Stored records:
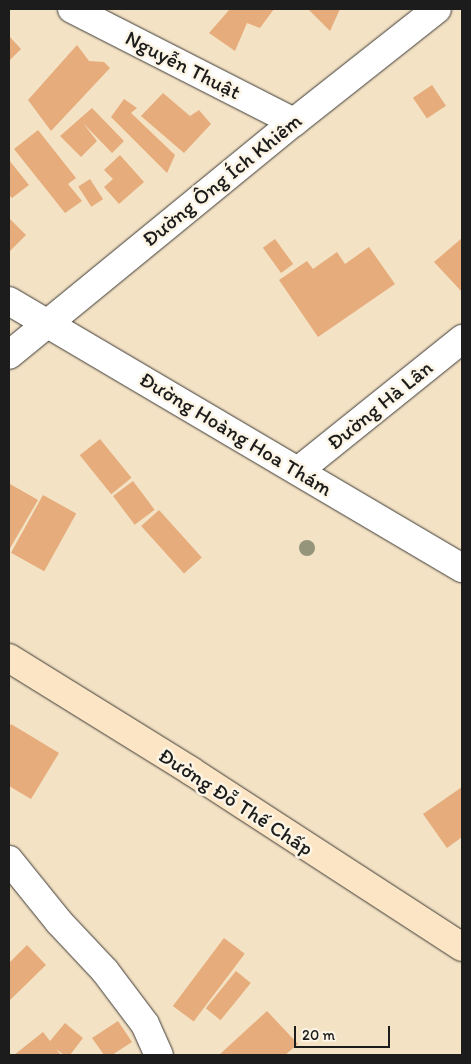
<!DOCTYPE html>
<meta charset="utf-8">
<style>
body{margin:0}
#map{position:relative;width:471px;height:1064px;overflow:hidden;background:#f4e2c5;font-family:Itim,sans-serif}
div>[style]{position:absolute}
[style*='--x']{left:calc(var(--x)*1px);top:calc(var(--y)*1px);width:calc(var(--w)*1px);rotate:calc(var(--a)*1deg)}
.building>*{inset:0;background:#e6ac7b;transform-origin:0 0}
.roads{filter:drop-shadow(0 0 1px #3c3a35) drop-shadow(0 0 1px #3c3a35)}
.street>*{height:28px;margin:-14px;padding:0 14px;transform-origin:14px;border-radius:14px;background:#fff}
.secondary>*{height:28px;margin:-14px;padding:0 14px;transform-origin:14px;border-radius:14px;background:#fce5c4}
.trees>*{width:16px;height:16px;margin:-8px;border-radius:50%;background:#94957b}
span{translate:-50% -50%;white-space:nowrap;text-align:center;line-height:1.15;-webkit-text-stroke:5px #fcf5e5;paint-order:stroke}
.street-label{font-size:21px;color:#1c1c1c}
.frame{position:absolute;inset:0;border:10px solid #1c1c1c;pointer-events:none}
.scale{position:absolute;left:294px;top:1026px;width:96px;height:22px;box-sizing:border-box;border:2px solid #1c1c1c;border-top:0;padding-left:6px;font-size:15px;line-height:18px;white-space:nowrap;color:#1c1c1c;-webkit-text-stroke:4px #fcf5e5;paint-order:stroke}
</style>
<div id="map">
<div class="building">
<i style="clip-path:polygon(230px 9px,274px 9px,260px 28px,247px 23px,235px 51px,209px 33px)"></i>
<i style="clip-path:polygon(308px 9px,340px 9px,330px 31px)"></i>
<i style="clip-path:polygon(9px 36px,21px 49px,9px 61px)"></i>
<i style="clip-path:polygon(77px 45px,89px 61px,104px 62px,110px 68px,51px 131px,28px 100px)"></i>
<i style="left:432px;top:85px;width:25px;height:23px;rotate:56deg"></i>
<i style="clip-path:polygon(163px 93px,190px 116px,199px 110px,211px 124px,184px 153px,141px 116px)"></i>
<i style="clip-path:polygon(124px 99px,137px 108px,131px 113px,175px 155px,167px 173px,111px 117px)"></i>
<i style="clip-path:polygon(92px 108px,124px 141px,112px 153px,83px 123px,97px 141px,81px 157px,60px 136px)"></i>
<i style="clip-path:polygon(38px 130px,76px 178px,68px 184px,82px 201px,65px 213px,14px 149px)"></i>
<i style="clip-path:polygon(120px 155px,144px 182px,119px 204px,104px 187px,113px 179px,104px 170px)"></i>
<i style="clip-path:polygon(9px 160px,29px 185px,12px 198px,9px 195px)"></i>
<i style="left:90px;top:179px;width:24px;height:14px;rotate:57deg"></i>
<i style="clip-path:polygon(9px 218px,26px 235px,9px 252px)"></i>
<i style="clip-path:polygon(462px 238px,462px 292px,434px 262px)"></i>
<i style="left:275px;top:239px;width:31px;height:15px;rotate:54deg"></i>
<i style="clip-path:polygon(369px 247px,395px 284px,318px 337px,279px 280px,307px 261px,313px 269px,337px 252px,345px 264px)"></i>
<i style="left:100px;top:439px;width:50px;height:26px;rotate:51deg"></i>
<i style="left:133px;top:481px;width:36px;height:25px;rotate:53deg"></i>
<i style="clip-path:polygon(10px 484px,38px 500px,9px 550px,9px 486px)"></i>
<i style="left:43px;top:495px;width:38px;height:66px;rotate:29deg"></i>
<i style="left:159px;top:510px;width:64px;height:24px;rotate:48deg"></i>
<i style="clip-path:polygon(11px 724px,59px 753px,31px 799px,9px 786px,9px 728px)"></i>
<i style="clip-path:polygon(462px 787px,462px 837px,447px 848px,423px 814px)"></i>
<i style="left:224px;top:938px;width:26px;height:85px;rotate:37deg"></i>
<i style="clip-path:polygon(27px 945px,46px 965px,9px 1001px,9px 963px)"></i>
<i style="left:236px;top:971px;width:19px;height:48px;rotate:39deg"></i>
<i style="clip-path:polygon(267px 1011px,298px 1044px,285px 1055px,219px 1055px)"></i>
<i style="clip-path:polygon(118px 1021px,132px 1042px,112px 1055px,104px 1055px,92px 1038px)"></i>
<i style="clip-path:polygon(65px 1023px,83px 1038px,70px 1055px,64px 1055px,56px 1049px,61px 1055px,14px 1055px,43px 1032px,50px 1041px)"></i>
</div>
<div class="roads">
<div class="street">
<i style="--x:72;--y:9;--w:249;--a:27"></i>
<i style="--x:9;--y:301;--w:526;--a:30.52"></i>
<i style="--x:9;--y:355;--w:368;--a:-39.3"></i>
<i style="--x:294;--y:122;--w:182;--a:-38.3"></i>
<i style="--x:298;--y:471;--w:211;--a:-38.8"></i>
<i style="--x:9;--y:860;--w:80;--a:51.1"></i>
<i style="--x:59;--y:922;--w:67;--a:46.8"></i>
<i style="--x:105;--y:971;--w:66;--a:53"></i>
<i style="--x:145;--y:1024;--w:34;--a:66"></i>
</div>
<div class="secondary">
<i style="--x:9;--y:658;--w:214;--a:31.8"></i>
<i style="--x:191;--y:771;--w:323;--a:33"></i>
</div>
</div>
<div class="trees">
<i style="left:307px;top:548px"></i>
</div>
<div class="street-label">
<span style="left:183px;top:65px;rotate:27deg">Nguyễn Thuật</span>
<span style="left:222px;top:180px;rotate:-39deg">Đường Ông Ích Khiêm</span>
<span style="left:380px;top:405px;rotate:-39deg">Đường Hà Lân</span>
<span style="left:236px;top:434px;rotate:31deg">Đường Hoàng Hoa Thám</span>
<span style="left:236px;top:802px;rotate:33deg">Đường Đỗ Thế Chấp</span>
</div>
<div class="frame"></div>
<div class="scale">20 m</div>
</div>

Task to carry out: Each line from the first line of the entries through the line containing "1px #3c3a35) drop-shadow(0" should be duplicated word for word, and nothing more; the pictures stay out.

Reply to the exercise:
<!DOCTYPE html>
<meta charset="utf-8">
<style>
body{margin:0}
#map{position:relative;width:471px;height:1064px;overflow:hidden;background:#f4e2c5;font-family:Itim,sans-serif}
div>[style]{position:absolute}
[style*='--x']{left:calc(var(--x)*1px);top:calc(var(--y)*1px);width:calc(var(--w)*1px);rotate:calc(var(--a)*1deg)}
.building>*{inset:0;background:#e6ac7b;transform-origin:0 0}
.roads{filter:drop-shadow(0 0 1px #3c3a35) drop-shadow(0 0 1px #3c3a35)}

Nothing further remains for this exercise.